Stream or skip?


Stream or skip? +2023

If it seems so Everything in life is gamified Today you are not wrong. Netflix Original The Marriage App takes this concept to a new extreme and asks what would happen if a bickering couple could turn their marriage around by turning it into a game. This twist on the rom-com feels like a painfully contemporary take on the genre, as it introduces literal competition in their quest for wedding satisfaction.

The essentials: The Marriage App begins with a darn sweet meeting – Federico (Juan Minujín) plows his car right into Belén’s (Luisana Lopilato) open door while she loads her car with presents from Christmas shopping. He uses the window to ask her out, and then a few years later when they’re married and have kids… and the spark from the forces of life has all but died on their first date. When they meet up with a couple who seems hotter than ever, Fede and Belén are forced to ask their secret.

What they find is a company called Equilibrium that runs a program called “Marriage Miles” (the English translation of the title is a bit misleading as there isn’t really any kind of “application”). Using cutting-edge Japanese technology, the company assigns a point value to the couple’s actions, which are tracked by a clock. They lose miles on selfishness and gain them when they do something to put their partner’s interests first. They see themselves first and foremost as team players who work towards the big picture. But the potential to “bank” miles to pay off for their own personal interests becomes too irresistible, and the old fault lines in their relationship surface as they go miles to outmaneuver each other.

Which movies will it remind you of?: Imagine a black mirror episode (special dive, where Bryce Dallas Howard’s Lacie becomes obsessed with her “star” status) crossed with a Hallmark rom-com. The mood could also be described as competitive How to lose a man in 10 days with the material process of Retreat for couples.

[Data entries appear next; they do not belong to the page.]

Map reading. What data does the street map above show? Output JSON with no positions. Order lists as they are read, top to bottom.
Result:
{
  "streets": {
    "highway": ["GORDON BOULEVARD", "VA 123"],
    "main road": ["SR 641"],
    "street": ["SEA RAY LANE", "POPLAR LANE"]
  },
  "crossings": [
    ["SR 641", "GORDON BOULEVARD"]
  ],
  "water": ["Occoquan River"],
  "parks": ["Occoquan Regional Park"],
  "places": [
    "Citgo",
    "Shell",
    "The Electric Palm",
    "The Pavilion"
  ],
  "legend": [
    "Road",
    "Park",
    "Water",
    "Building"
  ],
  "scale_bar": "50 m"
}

Notable performance: There is no clear standout performance between leads Juan Minujín and Luisana Lopilato. Unlike their characters, the two work beautifully together to get just the right level for what The Marriage App needs of them. They can be a little cheesy when needed and can also be sincere when needed.

Memorable dialogue: There’s a lot of fun discussion going on about the arbitrariness of the scoring system in The Marriage App, but perhaps none as great as Fede, who describes how asking about his wife opens Pandora’s box. “I have to ask meaningful follow-up questions,” he complains, “or I’ll lose miles.”

gender and skin: The movie stays pretty much PG-13, even if it comes down to a three-way scenario later in the story. Sensual kissing during a couple’s getaway shows nothing below bare shoulders, and an orgasmic scene (or lack thereof) is conveyed with hands clasped and clocks activated. The most tantric sight in the film is that Fede and Belén exchange words of affirmation at the dinner table in front of both of them very confused children.

Our opinion: The Marriage App Trading in broad strokes, skimming the surface of potential to explore Equilibrium’s marriage mile program as well as the contours of Fede and Belén’s relationship. That doesn’t have to be a bad thing – there’s always a place for comedy that doesn’t require a lot of brain power. Rocio Blanco’s screenplay has the clever concept to be a great film, but director Sebastián De Caro is content with making it a fun film in the first place. It gets a bit clever at the end as it increases the importance of her children who are usually relegated to decorative candies in this type of romance, but that’s about it in terms of development beyond the original idea. They could push things a bit further than niceties, but it’s fine the way it is.

Our appeal: STREAM IT! The Marriage App bridges the mindless/mindless divide well. It’s a rom-com with a novel concept but familiar execution, offering a reassuring watch that plays just outside the genre’s comfort zone. Set your expectations for easy rather than stimulating and it’s a fun time.

Marshall Shaffer is a New York-based freelance film journalist. Besides Decider, his work has also appeared on Slashfilm, Slant, Little White Lies and many other media. One day everyone will realize how right they are Spring breakers.